**MATERIAL PROVIDED**:
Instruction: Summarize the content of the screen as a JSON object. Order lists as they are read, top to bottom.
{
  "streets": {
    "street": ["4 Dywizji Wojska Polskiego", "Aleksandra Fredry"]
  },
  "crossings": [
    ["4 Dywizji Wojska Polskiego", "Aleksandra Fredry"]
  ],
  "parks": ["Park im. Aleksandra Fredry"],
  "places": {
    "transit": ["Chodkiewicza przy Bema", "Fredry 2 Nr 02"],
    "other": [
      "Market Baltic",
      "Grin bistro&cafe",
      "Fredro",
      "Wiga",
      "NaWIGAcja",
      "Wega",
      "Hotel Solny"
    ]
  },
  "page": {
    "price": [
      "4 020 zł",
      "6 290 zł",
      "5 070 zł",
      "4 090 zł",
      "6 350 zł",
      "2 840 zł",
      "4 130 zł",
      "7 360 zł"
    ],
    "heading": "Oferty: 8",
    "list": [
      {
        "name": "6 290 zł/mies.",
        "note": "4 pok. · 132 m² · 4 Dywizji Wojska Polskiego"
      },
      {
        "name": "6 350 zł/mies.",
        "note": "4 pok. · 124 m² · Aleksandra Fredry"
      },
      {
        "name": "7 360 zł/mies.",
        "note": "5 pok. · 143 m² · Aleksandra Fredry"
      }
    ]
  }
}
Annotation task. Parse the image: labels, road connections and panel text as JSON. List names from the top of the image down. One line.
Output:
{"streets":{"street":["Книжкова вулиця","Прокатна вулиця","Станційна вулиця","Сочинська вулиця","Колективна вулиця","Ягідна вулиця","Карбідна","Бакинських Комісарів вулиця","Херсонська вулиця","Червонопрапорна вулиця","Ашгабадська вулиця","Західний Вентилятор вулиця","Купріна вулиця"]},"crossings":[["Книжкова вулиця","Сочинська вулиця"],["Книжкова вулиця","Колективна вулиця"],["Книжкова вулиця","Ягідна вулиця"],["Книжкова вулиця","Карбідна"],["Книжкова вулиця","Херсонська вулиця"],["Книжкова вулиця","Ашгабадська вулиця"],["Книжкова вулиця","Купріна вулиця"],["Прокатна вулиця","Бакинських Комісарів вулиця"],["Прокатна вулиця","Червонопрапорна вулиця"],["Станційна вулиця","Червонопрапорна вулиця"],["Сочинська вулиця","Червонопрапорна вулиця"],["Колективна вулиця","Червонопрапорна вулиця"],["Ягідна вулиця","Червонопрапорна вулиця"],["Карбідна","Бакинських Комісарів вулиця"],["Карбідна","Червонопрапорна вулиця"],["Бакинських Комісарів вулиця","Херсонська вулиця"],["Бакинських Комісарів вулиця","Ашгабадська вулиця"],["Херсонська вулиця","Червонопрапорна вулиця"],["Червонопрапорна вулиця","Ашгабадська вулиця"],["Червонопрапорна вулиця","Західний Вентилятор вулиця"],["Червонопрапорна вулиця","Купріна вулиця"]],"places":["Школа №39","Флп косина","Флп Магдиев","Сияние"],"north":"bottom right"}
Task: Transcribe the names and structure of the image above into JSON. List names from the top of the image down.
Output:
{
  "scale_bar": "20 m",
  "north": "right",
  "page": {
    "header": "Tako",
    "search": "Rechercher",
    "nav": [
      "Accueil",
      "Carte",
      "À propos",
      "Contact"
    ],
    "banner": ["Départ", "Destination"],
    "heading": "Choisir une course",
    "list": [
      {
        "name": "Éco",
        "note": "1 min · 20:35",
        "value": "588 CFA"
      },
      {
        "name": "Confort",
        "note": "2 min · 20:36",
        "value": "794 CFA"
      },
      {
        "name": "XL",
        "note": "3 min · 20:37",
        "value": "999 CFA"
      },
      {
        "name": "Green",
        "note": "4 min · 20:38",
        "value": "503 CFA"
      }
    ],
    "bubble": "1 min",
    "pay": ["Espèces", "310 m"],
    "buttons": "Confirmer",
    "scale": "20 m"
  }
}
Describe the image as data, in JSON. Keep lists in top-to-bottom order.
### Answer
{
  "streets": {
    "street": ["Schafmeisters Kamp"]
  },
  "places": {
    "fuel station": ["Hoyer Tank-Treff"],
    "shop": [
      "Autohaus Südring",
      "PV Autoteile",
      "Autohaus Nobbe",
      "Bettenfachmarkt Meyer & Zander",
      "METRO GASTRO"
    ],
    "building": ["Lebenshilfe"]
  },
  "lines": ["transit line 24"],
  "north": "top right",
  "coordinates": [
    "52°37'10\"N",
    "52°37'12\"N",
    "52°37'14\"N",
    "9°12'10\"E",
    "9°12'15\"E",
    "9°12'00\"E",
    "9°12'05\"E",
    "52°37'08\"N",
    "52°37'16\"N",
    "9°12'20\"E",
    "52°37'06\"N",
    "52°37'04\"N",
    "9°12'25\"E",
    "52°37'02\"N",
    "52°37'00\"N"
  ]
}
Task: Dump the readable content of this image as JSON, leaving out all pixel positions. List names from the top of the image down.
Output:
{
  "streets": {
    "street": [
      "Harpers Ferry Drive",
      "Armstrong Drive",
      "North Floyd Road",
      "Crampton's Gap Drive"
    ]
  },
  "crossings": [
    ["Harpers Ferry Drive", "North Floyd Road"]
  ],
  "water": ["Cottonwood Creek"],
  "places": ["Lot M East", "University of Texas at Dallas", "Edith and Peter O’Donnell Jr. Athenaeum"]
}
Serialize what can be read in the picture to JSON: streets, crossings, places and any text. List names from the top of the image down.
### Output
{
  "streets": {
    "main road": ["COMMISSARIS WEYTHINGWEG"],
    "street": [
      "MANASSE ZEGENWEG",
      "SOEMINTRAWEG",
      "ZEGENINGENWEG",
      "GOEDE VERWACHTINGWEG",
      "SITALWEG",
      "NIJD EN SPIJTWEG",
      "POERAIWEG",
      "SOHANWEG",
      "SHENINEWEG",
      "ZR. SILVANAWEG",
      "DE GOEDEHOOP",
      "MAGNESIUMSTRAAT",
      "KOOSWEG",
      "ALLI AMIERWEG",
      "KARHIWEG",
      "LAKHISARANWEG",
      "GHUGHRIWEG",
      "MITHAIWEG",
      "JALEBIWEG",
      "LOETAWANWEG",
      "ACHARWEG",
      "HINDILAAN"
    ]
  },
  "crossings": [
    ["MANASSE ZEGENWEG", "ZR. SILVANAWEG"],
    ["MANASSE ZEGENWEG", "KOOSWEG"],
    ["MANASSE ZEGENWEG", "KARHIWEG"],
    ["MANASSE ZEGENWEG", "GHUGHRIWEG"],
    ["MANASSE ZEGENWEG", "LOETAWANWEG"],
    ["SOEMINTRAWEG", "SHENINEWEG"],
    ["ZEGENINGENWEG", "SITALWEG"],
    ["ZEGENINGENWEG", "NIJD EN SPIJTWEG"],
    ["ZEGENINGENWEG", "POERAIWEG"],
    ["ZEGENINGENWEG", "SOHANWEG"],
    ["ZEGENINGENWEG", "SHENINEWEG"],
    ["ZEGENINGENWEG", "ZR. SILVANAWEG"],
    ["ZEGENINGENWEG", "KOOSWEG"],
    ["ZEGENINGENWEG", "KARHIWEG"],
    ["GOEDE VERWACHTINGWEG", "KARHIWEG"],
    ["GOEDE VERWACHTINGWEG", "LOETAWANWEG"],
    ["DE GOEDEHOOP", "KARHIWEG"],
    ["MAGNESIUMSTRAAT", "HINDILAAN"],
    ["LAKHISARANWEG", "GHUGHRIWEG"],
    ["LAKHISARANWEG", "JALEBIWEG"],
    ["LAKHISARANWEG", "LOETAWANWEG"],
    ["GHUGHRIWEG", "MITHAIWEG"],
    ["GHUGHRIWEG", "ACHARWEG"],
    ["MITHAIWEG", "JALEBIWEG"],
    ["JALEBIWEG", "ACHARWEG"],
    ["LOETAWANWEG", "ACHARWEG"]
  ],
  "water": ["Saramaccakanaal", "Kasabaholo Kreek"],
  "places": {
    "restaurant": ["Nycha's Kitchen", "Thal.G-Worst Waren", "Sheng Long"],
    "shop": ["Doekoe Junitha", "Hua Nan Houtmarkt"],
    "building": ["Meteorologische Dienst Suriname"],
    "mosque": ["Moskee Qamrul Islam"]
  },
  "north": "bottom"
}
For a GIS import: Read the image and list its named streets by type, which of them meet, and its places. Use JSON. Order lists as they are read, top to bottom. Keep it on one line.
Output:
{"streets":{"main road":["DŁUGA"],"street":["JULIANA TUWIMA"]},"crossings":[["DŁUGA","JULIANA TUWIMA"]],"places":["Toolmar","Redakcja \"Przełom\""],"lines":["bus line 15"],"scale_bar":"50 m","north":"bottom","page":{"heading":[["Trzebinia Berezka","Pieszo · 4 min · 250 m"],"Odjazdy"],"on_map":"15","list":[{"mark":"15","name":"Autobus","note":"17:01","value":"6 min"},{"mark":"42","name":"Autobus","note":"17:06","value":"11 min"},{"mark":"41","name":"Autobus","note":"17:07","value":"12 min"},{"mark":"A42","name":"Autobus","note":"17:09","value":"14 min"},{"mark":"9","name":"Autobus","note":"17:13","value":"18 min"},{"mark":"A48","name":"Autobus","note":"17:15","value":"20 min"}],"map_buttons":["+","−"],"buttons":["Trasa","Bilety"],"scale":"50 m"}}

**EXERCISE INSTRUCTIONS**: Copy out, exactly and alone, the lines of the entries above between the ones holding "Annotation task. Parse" and "Task: Transcribe the", inclusive.

**YOUR SOLUTION**:
Annotation task. Parse the image: labels, road connections and panel text as JSON. List names from the top of the image down. One line.
Output:
{"streets":{"street":["Книжкова вулиця","Прокатна вулиця","Станційна вулиця","Сочинська вулиця","Колективна вулиця","Ягідна вулиця","Карбідна","Бакинських Комісарів вулиця","Херсонська вулиця","Червонопрапорна вулиця","Ашгабадська вулиця","Західний Вентилятор вулиця","Купріна вулиця"]},"crossings":[["Книжкова вулиця","Сочинська вулиця"],["Книжкова вулиця","Колективна вулиця"],["Книжкова вулиця","Ягідна вулиця"],["Книжкова вулиця","Карбідна"],["Книжкова вулиця","Херсонська вулиця"],["Книжкова вулиця","Ашгабадська вулиця"],["Книжкова вулиця","Купріна вулиця"],["Прокатна вулиця","Бакинських Комісарів вулиця"],["Прокатна вулиця","Червонопрапорна вулиця"],["Станційна вулиця","Червонопрапорна вулиця"],["Сочинська вулиця","Червонопрапорна вулиця"],["Колективна вулиця","Червонопрапорна вулиця"],["Ягідна вулиця","Червонопрапорна вулиця"],["Карбідна","Бакинських Комісарів вулиця"],["Карбідна","Червонопрапорна вулиця"],["Бакинських Комісарів вулиця","Херсонська вулиця"],["Бакинських Комісарів вулиця","Ашгабадська вулиця"],["Херсонська вулиця","Червонопрапорна вулиця"],["Червонопрапорна вулиця","Ашгабадська вулиця"],["Червонопрапорна вулиця","Західний Вентилятор вулиця"],["Червонопрапорна вулиця","Купріна вулиця"]],"places":["Школа №39","Флп косина","Флп Магдиев","Сияние"],"north":"bottom right"}
Task: Transcribe the names and structure of the image above into JSON. List names from the top of the image down.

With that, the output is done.